# [TASK INSTRUCTIONS]
Hunt for the word "content" across the entries below, copying each line that holds it.

# [DATA RECORDS]
+++++

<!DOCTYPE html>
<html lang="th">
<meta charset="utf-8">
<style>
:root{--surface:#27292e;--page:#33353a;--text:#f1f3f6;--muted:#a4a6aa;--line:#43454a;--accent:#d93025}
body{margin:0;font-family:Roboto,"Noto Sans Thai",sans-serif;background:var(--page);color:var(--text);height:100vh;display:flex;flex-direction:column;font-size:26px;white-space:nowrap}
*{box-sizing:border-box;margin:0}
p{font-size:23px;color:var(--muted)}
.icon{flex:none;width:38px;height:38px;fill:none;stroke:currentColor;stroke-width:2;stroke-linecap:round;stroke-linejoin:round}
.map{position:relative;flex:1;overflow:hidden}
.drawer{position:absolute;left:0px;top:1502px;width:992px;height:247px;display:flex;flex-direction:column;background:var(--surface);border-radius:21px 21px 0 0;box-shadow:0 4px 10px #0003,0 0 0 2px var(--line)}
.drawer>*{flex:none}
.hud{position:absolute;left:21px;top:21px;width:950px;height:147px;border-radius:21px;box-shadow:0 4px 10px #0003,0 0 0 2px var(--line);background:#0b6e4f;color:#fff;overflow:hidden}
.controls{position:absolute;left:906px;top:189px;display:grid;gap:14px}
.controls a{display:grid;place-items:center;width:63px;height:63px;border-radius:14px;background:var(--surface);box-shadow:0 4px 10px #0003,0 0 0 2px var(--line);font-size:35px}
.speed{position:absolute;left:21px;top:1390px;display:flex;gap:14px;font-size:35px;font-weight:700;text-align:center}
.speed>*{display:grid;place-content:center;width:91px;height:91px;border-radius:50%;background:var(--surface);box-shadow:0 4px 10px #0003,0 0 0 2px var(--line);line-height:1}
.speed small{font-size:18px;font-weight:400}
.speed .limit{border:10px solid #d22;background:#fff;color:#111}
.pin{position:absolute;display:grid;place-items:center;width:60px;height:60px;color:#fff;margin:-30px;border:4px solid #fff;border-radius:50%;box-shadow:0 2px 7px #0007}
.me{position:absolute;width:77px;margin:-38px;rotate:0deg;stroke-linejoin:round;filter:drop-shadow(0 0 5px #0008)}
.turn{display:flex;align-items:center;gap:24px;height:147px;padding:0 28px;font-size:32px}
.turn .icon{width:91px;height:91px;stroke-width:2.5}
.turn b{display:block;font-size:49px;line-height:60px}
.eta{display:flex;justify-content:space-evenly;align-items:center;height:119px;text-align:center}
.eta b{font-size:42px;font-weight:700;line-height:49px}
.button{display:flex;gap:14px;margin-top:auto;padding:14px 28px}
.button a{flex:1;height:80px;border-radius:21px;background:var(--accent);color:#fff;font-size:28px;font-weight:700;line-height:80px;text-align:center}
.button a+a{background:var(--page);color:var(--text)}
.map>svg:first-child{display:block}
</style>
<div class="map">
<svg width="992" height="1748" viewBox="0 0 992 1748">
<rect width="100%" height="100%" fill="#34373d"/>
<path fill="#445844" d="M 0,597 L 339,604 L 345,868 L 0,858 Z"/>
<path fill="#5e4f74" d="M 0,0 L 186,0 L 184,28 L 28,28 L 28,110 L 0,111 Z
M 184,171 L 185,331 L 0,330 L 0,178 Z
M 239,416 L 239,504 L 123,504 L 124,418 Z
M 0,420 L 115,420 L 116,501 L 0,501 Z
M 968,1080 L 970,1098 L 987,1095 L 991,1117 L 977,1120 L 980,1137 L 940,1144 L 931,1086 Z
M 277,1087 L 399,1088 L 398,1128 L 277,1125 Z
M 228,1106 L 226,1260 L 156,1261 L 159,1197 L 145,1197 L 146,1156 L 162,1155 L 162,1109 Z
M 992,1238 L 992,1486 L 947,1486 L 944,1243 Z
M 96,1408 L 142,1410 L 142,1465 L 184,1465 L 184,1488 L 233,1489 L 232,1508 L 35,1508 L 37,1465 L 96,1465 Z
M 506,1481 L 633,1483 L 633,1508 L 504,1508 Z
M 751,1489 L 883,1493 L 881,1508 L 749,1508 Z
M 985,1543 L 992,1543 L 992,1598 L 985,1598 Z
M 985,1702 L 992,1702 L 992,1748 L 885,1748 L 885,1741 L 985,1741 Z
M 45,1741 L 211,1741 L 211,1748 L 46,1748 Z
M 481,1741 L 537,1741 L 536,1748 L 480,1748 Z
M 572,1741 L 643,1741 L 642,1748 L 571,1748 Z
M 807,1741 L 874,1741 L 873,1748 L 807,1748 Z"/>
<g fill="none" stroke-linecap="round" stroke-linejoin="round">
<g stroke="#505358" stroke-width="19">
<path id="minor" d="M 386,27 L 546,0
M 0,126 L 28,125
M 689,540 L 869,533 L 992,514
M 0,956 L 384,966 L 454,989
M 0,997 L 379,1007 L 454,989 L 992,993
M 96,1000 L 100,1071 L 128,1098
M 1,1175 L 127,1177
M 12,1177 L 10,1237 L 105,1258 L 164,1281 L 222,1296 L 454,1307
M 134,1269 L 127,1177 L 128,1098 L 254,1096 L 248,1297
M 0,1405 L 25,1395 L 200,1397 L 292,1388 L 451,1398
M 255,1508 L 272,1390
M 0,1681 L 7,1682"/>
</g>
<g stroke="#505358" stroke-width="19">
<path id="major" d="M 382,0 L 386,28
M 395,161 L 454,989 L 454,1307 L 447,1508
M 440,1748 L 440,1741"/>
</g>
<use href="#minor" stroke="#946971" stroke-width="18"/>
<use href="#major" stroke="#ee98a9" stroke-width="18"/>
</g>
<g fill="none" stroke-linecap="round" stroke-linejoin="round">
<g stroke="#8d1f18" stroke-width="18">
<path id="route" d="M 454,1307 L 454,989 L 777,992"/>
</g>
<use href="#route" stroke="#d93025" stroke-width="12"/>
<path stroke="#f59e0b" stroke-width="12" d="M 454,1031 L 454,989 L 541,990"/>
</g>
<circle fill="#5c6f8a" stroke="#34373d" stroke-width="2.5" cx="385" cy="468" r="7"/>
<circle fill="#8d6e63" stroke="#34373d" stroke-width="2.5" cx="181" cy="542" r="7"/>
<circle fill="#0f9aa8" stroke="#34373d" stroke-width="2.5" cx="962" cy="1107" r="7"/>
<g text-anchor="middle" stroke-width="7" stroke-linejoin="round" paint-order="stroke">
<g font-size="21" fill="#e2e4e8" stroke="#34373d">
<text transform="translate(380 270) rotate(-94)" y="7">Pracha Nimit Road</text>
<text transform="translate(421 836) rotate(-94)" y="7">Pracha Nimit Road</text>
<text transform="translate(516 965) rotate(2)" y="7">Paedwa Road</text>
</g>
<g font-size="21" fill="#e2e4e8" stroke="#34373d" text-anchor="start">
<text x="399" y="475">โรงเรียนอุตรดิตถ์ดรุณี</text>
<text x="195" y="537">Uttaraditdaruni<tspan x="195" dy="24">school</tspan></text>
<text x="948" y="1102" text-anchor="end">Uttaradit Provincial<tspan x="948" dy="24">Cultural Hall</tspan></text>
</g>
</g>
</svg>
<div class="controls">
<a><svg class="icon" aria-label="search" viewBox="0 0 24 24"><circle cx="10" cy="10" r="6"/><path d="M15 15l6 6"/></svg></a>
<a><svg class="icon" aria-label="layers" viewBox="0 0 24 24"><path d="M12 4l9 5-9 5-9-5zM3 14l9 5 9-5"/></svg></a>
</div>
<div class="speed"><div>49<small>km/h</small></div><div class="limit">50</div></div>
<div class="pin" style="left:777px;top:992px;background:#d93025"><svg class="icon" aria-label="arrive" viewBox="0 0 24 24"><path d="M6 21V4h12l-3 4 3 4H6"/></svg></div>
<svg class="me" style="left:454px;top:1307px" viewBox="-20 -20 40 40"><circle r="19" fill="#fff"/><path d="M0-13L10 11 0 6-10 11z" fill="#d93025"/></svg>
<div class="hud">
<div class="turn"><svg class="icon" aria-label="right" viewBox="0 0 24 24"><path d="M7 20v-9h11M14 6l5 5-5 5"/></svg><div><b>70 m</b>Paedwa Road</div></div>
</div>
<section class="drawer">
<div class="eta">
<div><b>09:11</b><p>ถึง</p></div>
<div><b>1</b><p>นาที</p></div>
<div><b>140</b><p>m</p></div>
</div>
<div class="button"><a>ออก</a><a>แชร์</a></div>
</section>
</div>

+++++

# [REPLY]
.speed>*{display:grid;place-content:center;width:91px;height:91px;border-radius:50%;background:var(--surface);box-shadow:0 4px 10px #0003,0 0 0 2px var(--line);line-height:1}
.eta{display:flex;justify-content:space-evenly;align-items:center;height:119px;text-align:center}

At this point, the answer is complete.